* [WHAT TO DO]:
Every entry must be transcribed exactly as written.

* [TASK INPUTS]:
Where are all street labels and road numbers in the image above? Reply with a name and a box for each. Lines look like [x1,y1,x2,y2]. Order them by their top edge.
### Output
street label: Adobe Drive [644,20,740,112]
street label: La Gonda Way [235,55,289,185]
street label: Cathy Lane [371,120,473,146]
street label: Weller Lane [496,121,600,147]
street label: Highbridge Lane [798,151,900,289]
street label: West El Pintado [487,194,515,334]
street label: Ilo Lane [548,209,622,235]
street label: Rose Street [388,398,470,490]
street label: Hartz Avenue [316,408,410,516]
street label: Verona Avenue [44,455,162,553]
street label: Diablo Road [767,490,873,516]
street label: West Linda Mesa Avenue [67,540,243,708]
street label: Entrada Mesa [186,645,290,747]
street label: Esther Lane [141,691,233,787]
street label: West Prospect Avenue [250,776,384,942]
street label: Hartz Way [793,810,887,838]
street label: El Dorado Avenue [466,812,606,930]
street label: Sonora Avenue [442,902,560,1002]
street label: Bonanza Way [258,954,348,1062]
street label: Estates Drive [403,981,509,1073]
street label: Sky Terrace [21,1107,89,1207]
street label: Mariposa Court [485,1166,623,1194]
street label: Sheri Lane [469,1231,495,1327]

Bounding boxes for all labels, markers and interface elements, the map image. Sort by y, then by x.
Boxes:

* [RESPONSE AREA]:
Where are all street labels and road numbers in the image above? Reply with a name and a box for each. Lines look like [x1,y1,x2,y2]. Order them by their top edge.
### Output
street label: Adobe Drive [644,20,740,112]
street label: La Gonda Way [235,55,289,185]
street label: Cathy Lane [371,120,473,146]
street label: Weller Lane [496,121,600,147]
street label: Highbridge Lane [798,151,900,289]
street label: West El Pintado [487,194,515,334]
street label: Ilo Lane [548,209,622,235]
street label: Rose Street [388,398,470,490]
street label: Hartz Avenue [316,408,410,516]
street label: Verona Avenue [44,455,162,553]
street label: Diablo Road [767,490,873,516]
street label: West Linda Mesa Avenue [67,540,243,708]
street label: Entrada Mesa [186,645,290,747]
street label: Esther Lane [141,691,233,787]
street label: West Prospect Avenue [250,776,384,942]
street label: Hartz Way [793,810,887,838]
street label: El Dorado Avenue [466,812,606,930]
street label: Sonora Avenue [442,902,560,1002]
street label: Bonanza Way [258,954,348,1062]
street label: Estates Drive [403,981,509,1073]
street label: Sky Terrace [21,1107,89,1207]
street label: Mariposa Court [485,1166,623,1194]
street label: Sheri Lane [469,1231,495,1327]

Bounding boxes for all labels, markers and interface elements, the map image. Sort by y, then by x.
Boxes:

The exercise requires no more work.